Each line below must be transcribed exactly, and no picture may appear in the transcription.

:::::

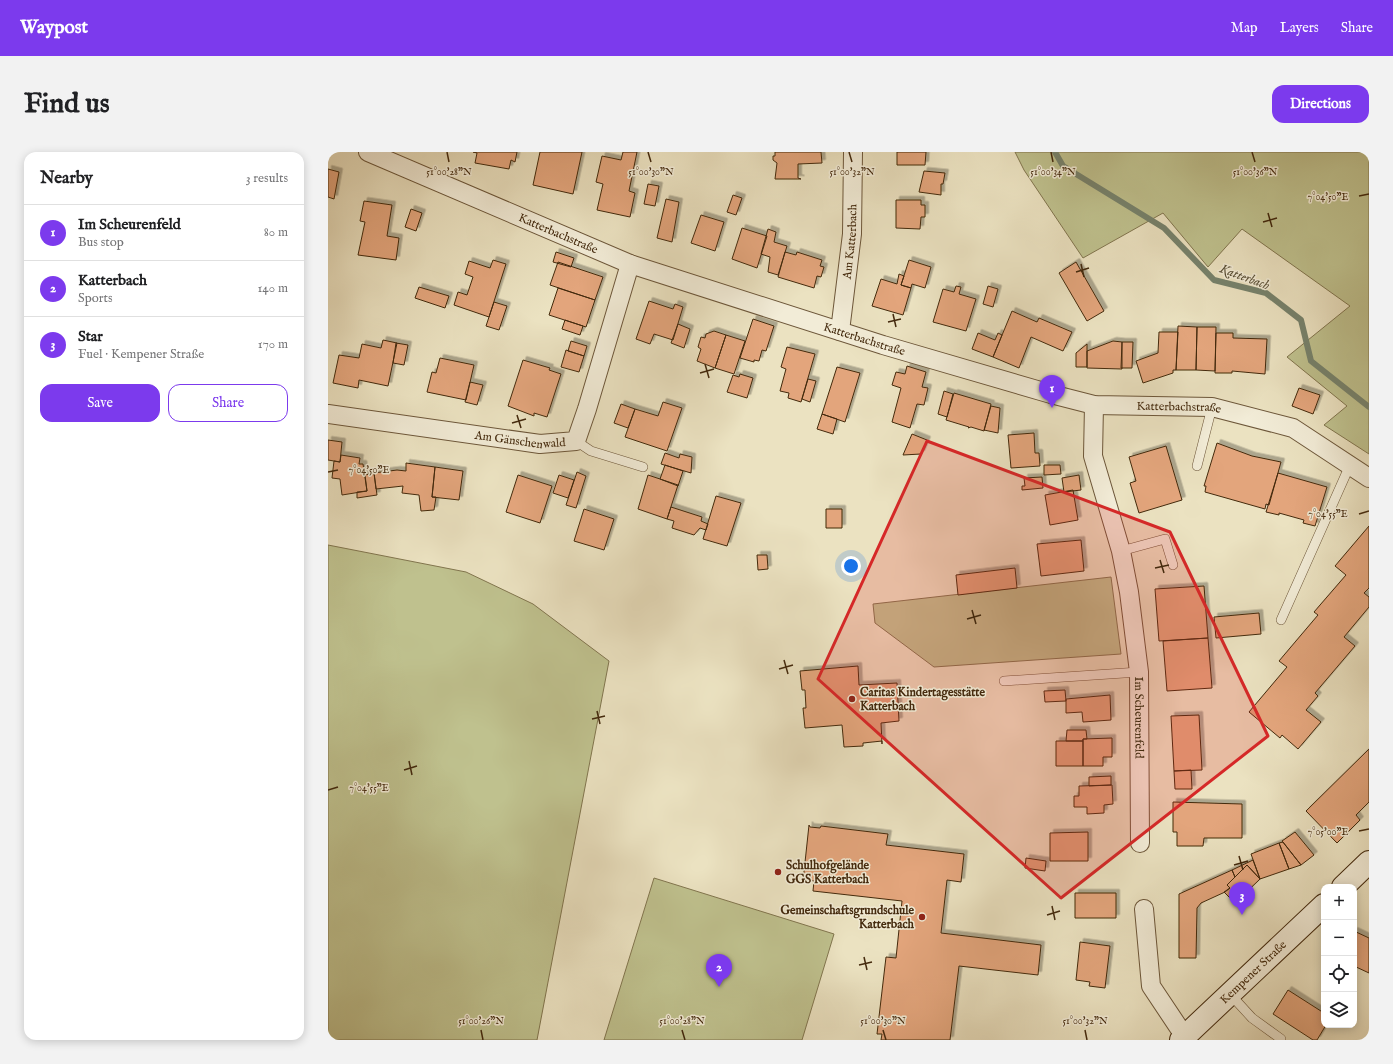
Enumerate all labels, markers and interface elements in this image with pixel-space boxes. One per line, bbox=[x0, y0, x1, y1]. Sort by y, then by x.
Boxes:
text: Waypost bbox=[20, 16, 88, 40]
text: Map bbox=[1231, 19, 1258, 37]
text: Layers bbox=[1280, 19, 1319, 37]
text: Share bbox=[1341, 19, 1373, 37]
button: Directions bbox=[1272, 85, 1369, 123]
text: Find us bbox=[24, 87, 110, 122]
text: 51°00'28"N bbox=[426, 166, 472, 179]
text: 51°00'30"N bbox=[628, 166, 674, 179]
text: 51°00'32"N bbox=[829, 166, 875, 179]
text: 51°00'34"N bbox=[1030, 166, 1076, 179]
text: 51°00'36"N bbox=[1233, 166, 1278, 179]
text: Nearby bbox=[40, 168, 93, 189]
text: 3 results bbox=[246, 170, 288, 187]
text: 7°04'50"E bbox=[1308, 191, 1348, 204]
street label: Am Katterbach bbox=[839, 203, 860, 281]
street label: Katterbachstraße bbox=[516, 210, 601, 258]
text: Im Scheurenfeld bbox=[78, 215, 181, 234]
text: 1 bbox=[51, 224, 55, 241]
text: 80 m bbox=[264, 224, 288, 241]
text: Bus stop bbox=[78, 234, 124, 251]
water label: Katterbach bbox=[1216, 260, 1272, 294]
text: Katterbach bbox=[78, 271, 147, 290]
text: 2 bbox=[50, 280, 56, 297]
text: 140 m bbox=[258, 280, 288, 297]
text: Sports bbox=[78, 290, 113, 307]
street label: Katterbachstraße bbox=[822, 319, 907, 359]
text: Star bbox=[78, 327, 103, 346]
text: 3 bbox=[51, 336, 55, 353]
text: 170 m bbox=[258, 336, 288, 353]
text: Fuel · Kempener Straße bbox=[78, 346, 204, 363]
pin: 1 bbox=[1039, 375, 1065, 408]
button: Save bbox=[40, 384, 160, 422]
button: Share bbox=[168, 384, 288, 422]
street label: Katterbachstraße bbox=[1136, 399, 1223, 417]
street label: Am Gänschenwald bbox=[473, 428, 567, 452]
text: 7°04'50"E bbox=[349, 464, 389, 477]
text: 7°04'55"E bbox=[1308, 508, 1348, 521]
your location bbox=[841, 556, 861, 576]
street label: Im Scheurenfeld bbox=[1131, 676, 1147, 759]
place label: Caritas Kindertagesstätte Katterbach bbox=[860, 685, 985, 714]
marker: Caritas Kindertagesstätte Katterbach bbox=[847, 694, 857, 704]
text: 7°04'55"E bbox=[349, 782, 389, 795]
text: 7°05'00"E bbox=[1308, 826, 1349, 839]
place label: Schulhofgelände GGS Katterbach bbox=[786, 858, 870, 887]
marker: Schulhofgelände GGS Katterbach bbox=[773, 867, 783, 877]
pin: 3 bbox=[1229, 882, 1255, 915]
map controls bbox=[1321, 884, 1357, 1028]
button: + bbox=[1321, 884, 1357, 920]
place label: Gemeinschaftsgrundschule Katterbach bbox=[780, 903, 915, 932]
marker: Gemeinschaftsgrundschule Katterbach bbox=[917, 912, 927, 922]
button: − bbox=[1321, 920, 1357, 956]
street label: Kempener Straße bbox=[1217, 937, 1290, 1007]
pin: 2 bbox=[706, 954, 732, 987]
button: locate bbox=[1321, 956, 1357, 992]
button: layers bbox=[1321, 992, 1357, 1028]
text: 51°00'26"N bbox=[458, 1015, 504, 1028]
text: 51°00'28"N bbox=[659, 1015, 705, 1028]
text: 51°00'30"N bbox=[860, 1015, 906, 1028]
text: 51°00'32"N bbox=[1062, 1015, 1108, 1028]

:::::

◆ **OUTPUT**:
Enumerate all labels, markers and interface elements in this image with pixel-space boxes. One per line, bbox=[x0, y0, x1, y1]. Sort by y, then by x.
Boxes:
text: Waypost bbox=[20, 16, 88, 40]
text: Map bbox=[1231, 19, 1258, 37]
text: Layers bbox=[1280, 19, 1319, 37]
text: Share bbox=[1341, 19, 1373, 37]
button: Directions bbox=[1272, 85, 1369, 123]
text: Find us bbox=[24, 87, 110, 122]
text: 51°00'28"N bbox=[426, 166, 472, 179]
text: 51°00'30"N bbox=[628, 166, 674, 179]
text: 51°00'32"N bbox=[829, 166, 875, 179]
text: 51°00'34"N bbox=[1030, 166, 1076, 179]
text: 51°00'36"N bbox=[1233, 166, 1278, 179]
text: Nearby bbox=[40, 168, 93, 189]
text: 3 results bbox=[246, 170, 288, 187]
text: 7°04'50"E bbox=[1308, 191, 1348, 204]
street label: Am Katterbach bbox=[839, 203, 860, 281]
street label: Katterbachstraße bbox=[516, 210, 601, 258]
text: Im Scheurenfeld bbox=[78, 215, 181, 234]
text: 1 bbox=[51, 224, 55, 241]
text: 80 m bbox=[264, 224, 288, 241]
text: Bus stop bbox=[78, 234, 124, 251]
water label: Katterbach bbox=[1216, 260, 1272, 294]
text: Katterbach bbox=[78, 271, 147, 290]
text: 2 bbox=[50, 280, 56, 297]
text: 140 m bbox=[258, 280, 288, 297]
text: Sports bbox=[78, 290, 113, 307]
street label: Katterbachstraße bbox=[822, 319, 907, 359]
text: Star bbox=[78, 327, 103, 346]
text: 3 bbox=[51, 336, 55, 353]
text: 170 m bbox=[258, 336, 288, 353]
text: Fuel · Kempener Straße bbox=[78, 346, 204, 363]
pin: 1 bbox=[1039, 375, 1065, 408]
button: Save bbox=[40, 384, 160, 422]
button: Share bbox=[168, 384, 288, 422]
street label: Katterbachstraße bbox=[1136, 399, 1223, 417]
street label: Am Gänschenwald bbox=[473, 428, 567, 452]
text: 7°04'50"E bbox=[349, 464, 389, 477]
text: 7°04'55"E bbox=[1308, 508, 1348, 521]
your location bbox=[841, 556, 861, 576]
street label: Im Scheurenfeld bbox=[1131, 676, 1147, 759]
place label: Caritas Kindertagesstätte Katterbach bbox=[860, 685, 985, 714]
marker: Caritas Kindertagesstätte Katterbach bbox=[847, 694, 857, 704]
text: 7°04'55"E bbox=[349, 782, 389, 795]
text: 7°05'00"E bbox=[1308, 826, 1349, 839]
place label: Schulhofgelände GGS Katterbach bbox=[786, 858, 870, 887]
marker: Schulhofgelände GGS Katterbach bbox=[773, 867, 783, 877]
pin: 3 bbox=[1229, 882, 1255, 915]
map controls bbox=[1321, 884, 1357, 1028]
button: + bbox=[1321, 884, 1357, 920]
place label: Gemeinschaftsgrundschule Katterbach bbox=[780, 903, 915, 932]
marker: Gemeinschaftsgrundschule Katterbach bbox=[917, 912, 927, 922]
button: − bbox=[1321, 920, 1357, 956]
street label: Kempener Straße bbox=[1217, 937, 1290, 1007]
pin: 2 bbox=[706, 954, 732, 987]
button: locate bbox=[1321, 956, 1357, 992]
button: layers bbox=[1321, 992, 1357, 1028]
text: 51°00'26"N bbox=[458, 1015, 504, 1028]
text: 51°00'28"N bbox=[659, 1015, 705, 1028]
text: 51°00'30"N bbox=[860, 1015, 906, 1028]
text: 51°00'32"N bbox=[1062, 1015, 1108, 1028]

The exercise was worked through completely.